Some of my friends wonder why I’m so serious about pistol training. Their questions are usually combined with one of the following additional statements:
“I’m good to go…I’ve got my concealed carry permit.”
“Our department is serious about training. We actually shoot and qualify every quarter.”
“I’ve really gotten serious about shooting. I took a 4 day class about 6 months ago and I’ve been going to the range about once a month since then.”
None of those are bad things. In fact, they’re all GREAT. But they won’t make you a better shooter on their own.
Most concealed carry permit classes are about understanding the law more than how to put effective rounds on target when you are under life or death stress.

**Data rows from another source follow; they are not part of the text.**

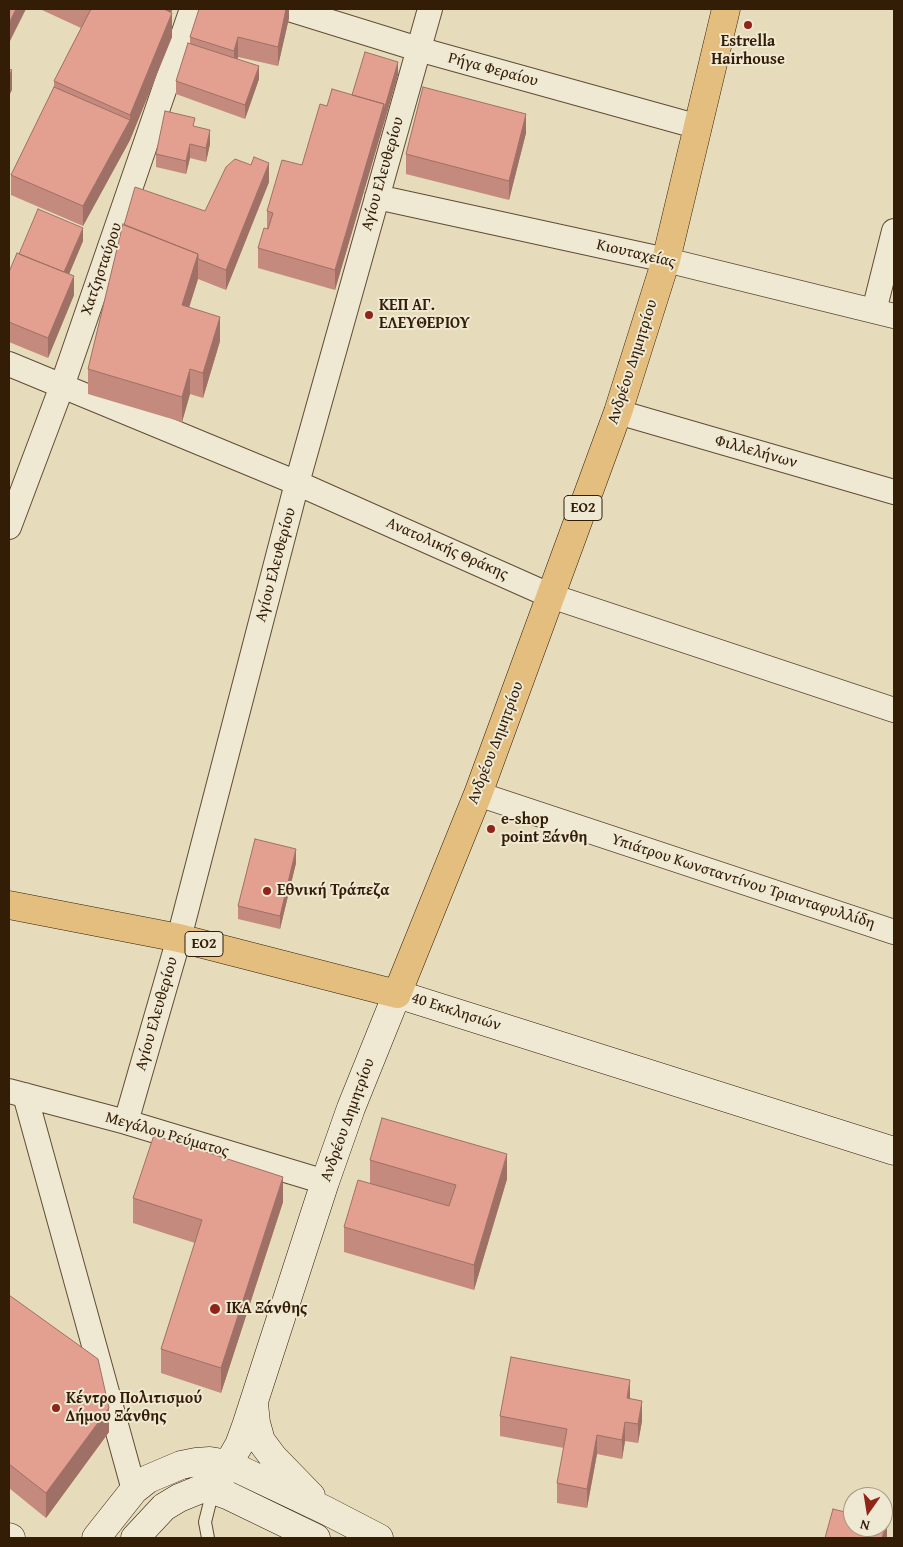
<!DOCTYPE html>
<meta charset="utf-8">
<style>
body{margin:0}
#map{position:relative;width:903px;height:1547px;overflow:hidden;background:#e6dbbb;font-family:"Gentium Book Plus",serif}
canvas{display:block}
.frame{position:absolute;inset:0;border:10px solid #331d07;pointer-events:none}
.north{position:absolute;left:843px;top:1487px;width:50px;height:50px;box-sizing:border-box;background:#efe8d3;border:1px solid #a49781;border-radius:50%;rotate:193deg;font-size:14px;font-weight:700;line-height:20px;text-align:center;color:#331d07}
.north::after{content:'';display:block;margin:auto;width:18px;height:22px;background:#8f2418;clip-path:polygon(50% 0,100% 100%,50% 72%,0 100%)}
</style>
<div id="map">
<canvas width="903" height="1547"></canvas>
<div class="frame"></div>
<div class="north">N</div>
</div>
<script>
const c = document.querySelector('canvas').getContext('2d');
c.lineJoin = 'round';
const toPath = rows => new Path2D(rows.map(r => 'M' + r).join(''));
function trace(path, color, width, dash) { c.strokeStyle = color; c.lineWidth = width; c.lineCap = dash ? 'butt' : 'round'; c.setLineDash(dash || []); c.stroke(path); }
function fill(path, color) { c.fillStyle = color; c.fill(path, 'evenodd'); }
function label(font, color, halo, rows, align = 'center') {
  c.font = font + ' "Gentium Book Plus",serif'; c.lineWidth = 4; c.setLineDash([]); c.textBaseline = 'middle'; c.strokeStyle = halo; c.fillStyle = color; for (const [text, x, y, turn = 0] of rows) {
    c.save(); c.translate(x, y); c.rotate((+turn || 0) * Math.PI / 180); c.textAlign = isNaN(turn) ? turn : align; if (halo) c.strokeText(text, 0, 0); c.fillText(text, 0, 0); c.restore();
  }
}
const lane = toPath([
 [208,1538,205,1522,213,1490]
]);
const street = toPath([
 [289,9,418,49,699,127],
 [377,197,666,260,894,316],
 [874,311,894,231],
 [9,364,297,483,551,596,894,710],
 [618,412,894,492],
 [9,527,62,386,192,9],
 [478,794,894,932],
 [9,1091,126,1122,325,1182],
 [25,1095,134,1490],
 [126,1122,179,938,297,483,430,9]
]);
const secondary = toPath([
 [254,1404,256,1423,261,1441,273,1457,311,1496],
 [213,1490,239,1445,246,1426,325,1182,351,1108,397,994,894,1151],
 [9,1537,11,1538],
 [96,1538,134,1490,148,1479,181,1465,196,1462,210,1461,228,1464,325,1510,379,1538],
 [135,1538,164,1507,179,1498,201,1489,213,1490,227,1495,316,1538]
]);
const primary = toPath([
 [9,905,179,938,397,994,478,794,618,412,666,260,726,9]
]);
trace(lane, '#604c34', 14);
trace(street, '#604c34', 26);
trace(secondary, '#331d07', 29);
trace(primary, '#331d07', 29);
trace(lane, '#efe8d3', 12);
trace(street, '#efe8d3', 24);
trace(secondary, '#efe8d3', 28);
trace(primary, '#e3be7e', 28);
fill(toPath([
 [42,9,173,9,171,12,172,37,130,140,83,226,11,195,11,175,54,87,54,81,81,28,42,10],
 [289,9,289,18,278,66,238,57,238,59,259,79,245,119,176,94,176,81,190,43,190,37],
 [398,75,335,290,258,268,258,248,267,228,267,211,302,165,327,106],
 [195,127,210,144,206,162,190,158,186,174,156,167,156,154],
 [526,133,509,200,406,174,406,154],
 [269,182,226,290,198,279,189,307,220,341,203,398,190,394,182,422,88,394,88,369,124,225,205,211],
 [83,241,69,274,74,295,48,358,9,342,9,272,19,254],
 [296,863,280,929,238,919,238,906],
 [370,1160,507,1179,474,1290,344,1252,344,1227,370,1183],
 [133,1198,283,1202,221,1393,161,1373,161,1349,195,1243,133,1223],
 [9,1295,109,1432,46,1518,9,1488],
 [630,1399,642,1421,638,1443,625,1441,622,1459,597,1454,587,1508,557,1503,557,1483,564,1448,500,1436,500,1416]
]), '#c38a7d');
fill(toPath([
 [16,9,26,9,9,43,9,23],
 [160,9,173,9,160,31],
 [286,9,289,9,289,18,278,66,278,47],
 [172,13,172,37,130,140,83,226,83,206,130,120,130,115],
 [238,37,238,57,234,70,234,51],
 [398,62,398,75,335,290,335,270,384,104],
 [259,66,259,79,245,119,245,105],
 [12,70,12,90,9,96,9,76],
 [526,114,526,133,509,200,509,181],
 [210,130,210,144,206,162,206,148],
 [190,144,190,158,186,174,186,161],
 [269,163,269,182,226,290,226,270],
 [83,228,83,241,62,291,62,277],
 [198,254,198,279,182,330,182,305],
 [74,276,74,295,48,358,48,338],
 [220,317,220,341,203,398,203,373],
 [190,369,190,394,182,422,182,397],
 [296,849,296,863,280,929,280,916],
 [507,1154,507,1179,474,1290,474,1265],
 [283,1177,283,1202,221,1393,221,1368],
 [630,1380,630,1399,627,1398],
 [642,1401,642,1421,638,1443,638,1424],
 [109,1408,109,1432,46,1518,46,1493],
 [625,1422,625,1441,622,1459,622,1440],
 [597,1435,597,1454,587,1508,587,1489],
 [887,1521,887,1538,882,1538]
]), '#9f7066');
const building = toPath([
 [9,9,16,9,9,23,9,9],
 [91,9,164,9,172,13,130,115,54,81,91,9],
 [199,9,286,9,278,47,238,37,234,51,190,37,199,9],
 [188,43,259,66,245,105,176,81,188,43],
 [365,52,398,62,384,110,384,104,352,95,365,52],
 [9,69,12,70,9,76,9,69],
 [54,87,130,120,83,206,11,175,54,87],
 [423,87,526,114,509,181,406,154,423,87],
 [332,89,384,104,335,270,258,248,264,228,268,229,273,213,267,211,282,160,302,165,320,104,327,106,332,89],
 [165,111,195,118,193,126,210,130,206,148,190,144,186,161,156,154,165,111],
 [254,157,269,163,226,270,198,259,198,254,124,225,135,187,205,211,226,167,235,159,251,165,254,157],
 [38,209,83,228,64,272,19,254,38,209],
 [123,224,198,254,182,305,220,317,203,373,190,369,182,397,88,369,123,224],
 [17,253,74,276,48,338,9,322,9,272,17,253],
 [255,839,296,849,280,916,238,906,255,839],
 [382,1118,507,1154,474,1265,344,1227,358,1180,449,1206,456,1185,370,1160,382,1118],
 [154,1135,283,1177,221,1368,161,1349,202,1220,133,1198,154,1135],
 [9,1295,98,1359,109,1408,46,1493,9,1464,9,1295],
 [511,1357,630,1380,627,1398,642,1401,638,1424,625,1422,622,1440,597,1435,587,1489,557,1483,567,1429,500,1416,511,1357],
 [833,1509,853,1514,853,1527,883,1527,883,1519,887,1521,882,1538,825,1538,833,1509]
]);
fill(building, '#e3a091');
trace(building, '#9f7066', 1);
for (const [x, y, r, color] of [
 [748,25,5,"#8f2418"],
 [369,315,5,"#8f2418"],
 [491,829,5,"#8f2418"],
 [267,891,5,"#8f2418"],
 [215,1309,6,"#8f2418"],
 [56,1408,5,"#8f2418"]
]) { const dot = new Path2D(); dot.arc(x, y, r, 0, 2 * Math.PI); c.fillStyle = color; c.fill(dot); trace(dot, '#efe8d3', 2); }
for (const [x, y, w] of [
 [583,508,38],
 [204,944,38]
]) { const box = new Path2D(); box.roundRect(x - w / 2, y - 12.5, w, 25, 4); c.fillStyle = '#efe8d3'; c.fill(box); trace(box, '#331d07', 1); }
label('bold 15px', '#331d07', null, [
 ["ΕΟ2",583,508],
 ["ΕΟ2",204,944]
]);
label('bold 16px', '#331d07', '#efe8d3', [
 ["Estrella",748,42,"center"],
 ["Hairhouse",748,60,"center"],
 ["ΚΕΠ ΑΓ.",379,306],
 ["ΕΛΕΥΘΕΡΙΟΥ",379,324],
 ["e-shop",501,820],
 ["point Ξάνθη",501,838],
 ["Εθνική Τράπεζα",277,891],
 ["ΙΚΑ Ξάνθης",226,1309],
 ["Κέντρο Πολιτισμού",66,1399],
 ["Δήμου Ξάνθης",66,1417]
], 'left');
label('16px', '#331d07', '#efe8d3', [
 ["Ρήγα Φεραίου",493,70,15],
 ["Αγίου Ελευθερίου",383,174,-74],
 ["Κιουταχείας",636,254,13],
 ["Χατζησταύρου",102,269,-71],
 ["Ανδρέου Δημητρίου",633,362,-72],
 ["Φιλλελήνων",756,452,16],
 ["Ανατολικής Θράκης",447,549,24],
 ["Αγίου Ελευθερίου",276,565,-75],
 ["Ανδρέου Δημητρίου",496,743,-69],
 ["Υπιάτρου Κωνσταντίνου Τριανταφυλλίδη",743,882,18],
 ["40 Εκκλησιών",456,1012,18],
 ["Αγίου Ελευθερίου",157,1014,-74],
 ["Ανδρέου Δημητρίου",348,1120,-70],
 ["Μεγάλου Ρεύματος",167,1135,16]
]);
</script>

It’s not the instructor’s fault…they’ve got an impossibly small amount of time to convey a LOT of information. But head knowledge from a class won’t help you perform under stress…practicing to the point of developing conditioned responses that you can execute sub-consciously is how you perform under stress.
Is more training the answer?
Yes and no.
Let me give you an example of 2 incidents.

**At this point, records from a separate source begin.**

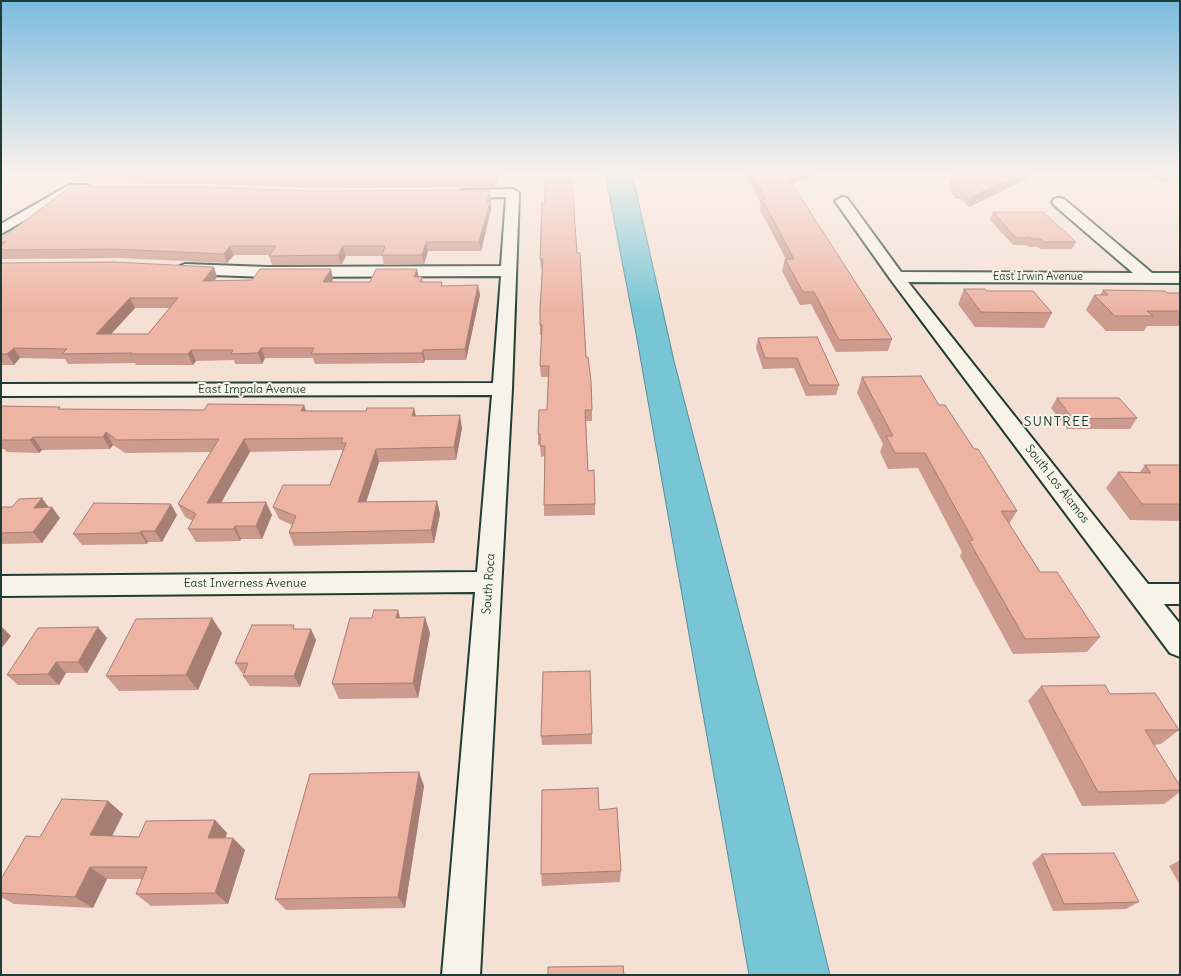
<!DOCTYPE html>
<html>
<head>
<meta charset="utf-8">
<style>
  body { margin:0 }
  #map { position:relative; width:1181px; height:976px; overflow:hidden; background:#f4e0d4; font-family:Delius,sans-serif }
  canvas { display:block }
  .frame { position:absolute; inset:0; border:2px solid #1f3d34; pointer-events:none }
</style>
</head>
<body>
<div id="map">
<canvas width="1181" height="976"></canvas>
<div class="frame"></div>
</div>
<script>
const ctx = document.querySelector('canvas').getContext('2d');
ctx.lineJoin = 'round';
function fillPath(path, color) { ctx.fillStyle = color; ctx.fill(path, 'evenodd'); }
const toPath = rows => new Path2D(rows.map(r => 'M' + r).join(''));
function strokePath(path, color, width, dash) { ctx.strokeStyle = color; ctx.lineWidth = width; ctx.lineCap = dash ? 'butt' : 'round'; ctx.setLineDash(dash || []); ctx.stroke(path); }
function label(font, color, halo, rows, align = 'center') {
  ctx.font = font + ' Delius,sans-serif'; ctx.lineWidth = 4; ctx.setLineDash([]); ctx.textBaseline = 'middle'; ctx.strokeStyle = halo; ctx.fillStyle = color; for (const [text, x, y, turn = 0] of rows) {
    ctx.save(); ctx.translate(x, y); ctx.rotate((+turn || 0) * Math.PI / 180); ctx.textAlign = isNaN(turn) ? turn : align; if (halo) ctx.strokeText(text, 0, 0); ctx.fillText(text, 0, 0); ctx.restore();
  }
}
const water = toPath([
  [605,173,632,173,674,361,782,778,830,975,749,975,637,339,605,173]
]);
fillPath(water, '#78c6d5');
strokePath(water, '#548f95', 1);
const minor = toPath([
  [69,185,87,185,93,189,87,193,72,193,1,234,1,224,69,185],
  [513,189,519,193,512,389,480,975,442,975,475,592,1,596,1,576,477,572,492,395,1,396,1,384,493,383,501,276,267,277,185,274,180,272,177,269,180,266,185,264,267,267,501,266,506,197,462,198,456,194,462,190,513,189],
  [842,197,847,198,901,272,1133,273,1054,205,1052,202,1054,199,1059,198,1064,199,1152,273,1180,273,1180,283,908,282,1148,584,1180,584,1180,604,1164,604,1180,624,1180,657,1170,653,891,280,835,201,842,197]
]);
strokePath(minor, '#1f3d34', 4);
fillPath(minor, '#f7f3e8');
fillPath(toPath([
  [499,173,495,187,314,188,210,184,91,183,86,175],
  [749,173,813,173,812,177,792,184,892,339,888,351,836,352,811,304,800,305,782,271,785,259,786,259,760,210,761,204,748,181],
  [952,173,1028,173,1025,180,969,207,961,199,956,199,949,190,949,182],
  [1151,173,1180,173,1180,184,1157,181],
  [491,199,490,202,491,210,481,251,428,251,424,264,384,265,382,256,346,256,341,265,272,265,269,255,234,255,227,263,118,258,1,259,1,239],
  [993,212,1076,242,1072,249,1040,249,1038,247,1029,247,1026,245,1013,245,990,220],
  [577,253,586,357,592,410,592,421,586,421,588,471,595,504,595,515,544,516,544,505,545,456,541,457,540,444,538,445,538,434,547,410,548,377,541,377,540,366,542,335,540,335,540,309,542,269,541,269,540,259],
  [1,263,217,277,214,281,333,279,332,282,370,282,422,277,423,282,443,286,478,285,480,295,466,360,425,360,424,363,315,364,313,358,265,358,262,364,235,364,234,360,196,361,193,365,136,365,135,363,68,364,65,359,20,358,14,365,1,365],
  [135,308,170,308,148,334,111,334],
  [964,289,987,291,1052,313,1044,328,975,327,958,304],
  [1103,290,1180,293,1180,326,1147,326,1144,331,1106,331,1086,310,1094,295,1100,295],
  [817,337,839,385,836,395,806,396,794,368,763,369,756,348,758,338],
  [862,377,939,405,974,449,1017,511,1009,524,1040,572,1100,637,1087,652,1013,654,960,556,962,552,918,468,888,469,880,452,883,444,857,393],
  [1057,398,1137,418,1130,429,1067,429,1051,408],
  [304,405,306,411,416,416,462,428,456,460,379,462,366,502,437,501,440,514,434,543,294,546,289,533,292,525,279,519,273,507,330,485,343,450,250,452,221,503,272,515,262,539,241,539,240,541,196,542,188,529,193,521,185,517,178,504,211,452,125,453,113,445,110,449,42,450,39,453,7,452,4,449,1,449,1,406,61,409,204,410],
  [1145,465,1180,465,1180,521,1130,520,1106,488,1118,472,1140,472],
  [42,498,48,508,60,518,42,543,1,544,1,507,12,507],
  [177,515,162,542,148,542,147,544,82,545,73,534],
  [400,618,430,633,418,698,339,699,332,684],
  [296,629,316,640,300,687,250,686,243,676,244,673,242,673,235,663],
  [222,633,198,690,119,691,106,676],
  [107,638,87,673,66,673,59,685,18,685,7,675],
  [1041,686,1110,694,1179,730,1161,744,1154,745,1180,786,1180,792,1164,804,1082,806,1028,701],
  [592,734,592,744,542,745,541,736],
  [424,786,405,908,286,910,275,899],
  [108,801,123,814,112,836,139,837,215,820,227,833,225,838,245,850,228,904,151,906,136,894,142,879,107,879,93,908,14,904,1,897,1,879,40,837],
  [599,810,621,871,620,882,542,886,541,874],
  [1042,854,1139,902,1126,909,1053,911,1032,863],
  [1180,860,1180,885,1169,866]
]), '#cc9b8d');
fillPath(toPath([
  [495,173,499,173,495,187,494,179],
  [796,173,813,173,812,177,785,186,787,176],
  [1023,173,1028,173,1025,180,969,207,973,196],
  [490,190,491,210,481,251,479,242,487,202],
  [426,242,428,251,424,264,422,255],
  [230,246,234,255,227,263,224,254],
  [343,246,346,256,341,265,338,255],
  [214,267,217,277,207,291,203,281],
  [331,269,333,279,326,292,323,282],
  [417,269,419,278,414,277],
  [478,285,480,295,466,360,465,349],
  [130,298,135,308,102,344,96,334],
  [14,348,20,358,14,365,7,354],
  [261,348,265,358,262,364,258,353],
  [191,350,196,361,193,365,188,354],
  [423,350,425,360,424,363,422,353],
  [304,405,308,417,301,411],
  [414,408,417,420,412,416],
  [460,415,462,428,456,460,454,447],
  [106,432,113,445,110,449,103,437],
  [33,437,42,450,39,453,30,440],
  [244,439,250,452,214,515,207,503],
  [376,449,379,462,362,515,358,502],
  [42,498,50,509,34,508],
  [437,501,440,514,434,543,431,530],
  [266,502,272,515,262,539,256,526],
  [171,504,177,515,162,542,155,531],
  [52,507,60,518,42,543,33,532],
  [235,526,241,539,240,541,234,529],
  [141,531,148,542,147,544,140,533],
  [398,610,402,625,396,618],
  [425,617,430,633,418,698,413,683],
  [212,618,222,633,198,690,186,675],
  [1,626,11,636,1,649],
  [98,627,107,638,87,673,78,662],
  [311,629,316,640,300,687,294,676],
  [56,662,66,673,59,685,48,674],
  [419,772,424,786,405,908,398,897],
  [108,801,123,814,106,848,90,835],
  [215,820,227,833,221,851,208,838],
  [233,838,245,850,228,904,215,893],
  [90,867,107,879,93,908,75,897]
]), '#a67e73');
const building = toPath([
  [89,173,495,173,494,179,312,180,207,176,86,175,89,173],
  [751,173,796,173,787,176,892,339,839,340,814,292,803,292,785,259,794,259,762,199,766,199,751,173],
  [952,173,1023,173,973,196,965,188,960,188,952,180,952,173],
  [1161,173,1180,173,1180,175,1161,173],
  [572,180,577,253,580,253,586,357,588,357,591,381,592,410,585,410,588,471,594,470,595,504,544,505,545,446,540,446,540,434,538,434,539,410,547,410,549,366,540,366,542,325,540,325,540,309,543,259,540,259,542,203,545,203,545,181,572,180],
  [71,186,207,187,312,191,490,190,487,202,490,202,479,242,426,242,422,255,382,255,385,246,343,246,338,255,269,256,276,246,230,246,224,254,113,249,1,250,1,245,6,242,1,242,1,239,71,186],
  [993,212,1043,212,1076,242,1044,242,1041,239,1032,239,1030,237,1016,238,993,212],
  [113,262,214,267,203,281,252,280,260,269,331,269,323,282,370,282,376,269,417,269,414,277,422,277,420,282,442,282,441,286,478,285,465,349,423,350,422,353,311,354,314,348,261,348,258,353,231,354,233,350,191,350,188,354,131,354,132,353,62,354,67,349,14,348,7,354,1,354,1,263,113,262],
  [130,298,178,298,148,334,96,334,130,298],
  [964,289,985,289,987,291,1033,291,1052,313,981,312,964,289],
  [1103,290,1165,291,1167,293,1180,293,1180,311,1147,311,1153,316,1115,316,1094,295,1108,295,1103,290],
  [817,337,839,385,809,385,797,358,765,358,758,338,817,337],
  [921,376,939,405,945,405,974,449,978,449,1017,511,1001,511,1040,572,1057,572,1100,637,1025,639,969,541,973,540,925,453,895,453,886,436,893,436,862,377,921,376],
  [1057,398,1119,398,1137,418,1073,419,1057,398],
  [208,404,304,405,301,411,366,411,367,408,414,408,412,416,460,415,454,447,376,449,358,502,437,501,431,530,289,533,296,516,273,507,283,485,330,485,346,443,341,443,343,438,244,439,207,503,266,502,256,526,235,526,234,529,188,529,196,514,178,504,219,439,117,440,106,432,103,437,33,437,30,440,1,440,1,406,60,407,58,409,204,410,208,404],
  [1145,465,1180,465,1180,504,1142,504,1118,472,1151,473,1145,465],
  [42,498,34,508,52,507,33,532,1,533,1,507,12,507,19,499,42,498],
  [94,503,171,504,155,531,141,531,140,533,73,534,94,503],
  [374,610,398,610,396,618,425,617,413,683,332,684,350,618,372,618,374,610],
  [212,618,186,675,106,676,136,619,212,618],
  [252,625,294,625,293,629,311,629,294,676,243,676,248,663,235,663,252,625],
  [98,627,78,662,56,662,48,674,7,675,38,628,98,627],
  [590,671,592,734,541,736,543,672,590,671],
  [1105,685,1110,694,1155,693,1179,730,1145,730,1180,786,1180,790,1098,792,1041,686,1105,685],
  [419,772,398,897,275,899,310,774,419,772],
  [598,788,599,810,617,808,621,871,541,874,542,790,598,788],
  [62,799,108,801,90,835,139,837,146,821,215,820,208,838,233,838,215,893,136,894,147,867,90,867,75,897,1,893,1,879,26,836,40,837,62,799],
  [1114,853,1139,902,1064,904,1042,854,1114,853],
  [623,966,624,975,548,975,548,967,623,966]
]);
fillPath(building, '#edb4a4');
strokePath(building, '#a67e73', 1);
const sky = ctx.createLinearGradient(0, 0, 0, 309);
sky.addColorStop(0, '#7bbbe0');
sky.addColorStop(0.56, '#faf1ec');
sky.addColorStop(1, '#faf1ec00');
ctx.fillStyle = sky;
ctx.fillRect(0, 0, 1181, 309);
label('11px', '#1f3d34', '#f7f3e8', [
  ["East Irwin Avenue",1038,277]
]);
label('12px', '#1f3d34', '#f7f3e8', [
  ["East Impala Avenue",252,390],
  ["South Los Alamos",1057,484,52],
  ["East Inverness Avenue",245,584],
  ["South Roca",489,584,-86]
]);
ctx.letterSpacing = '1px';
label('14px', '#1f3d34', '#f7f3e8', [
  ["SUNTREE",1057,422]
]);
ctx.letterSpacing = '0px';
</script>
</body>
</html>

I’m going to summarize what happened so we can get to the takeaway lessons you can use.
The first is from April, 2012 in Harlem. A man killed his 13 year old half-sister with a .22 pistol and police were called. It was 3:27 a.m. Police found and began chasing the suspect on foot. The suspect shot at police once. The 2 officers pursuing fired 84 rounds, hitting the suspect 14 times, and he still refused to drop his weapon. One officer fired 39 shots and the other fired 45 shots (with 2 reloads). The officers were behind cover and 70 feet from the shooter. The shooter survived to stand trial.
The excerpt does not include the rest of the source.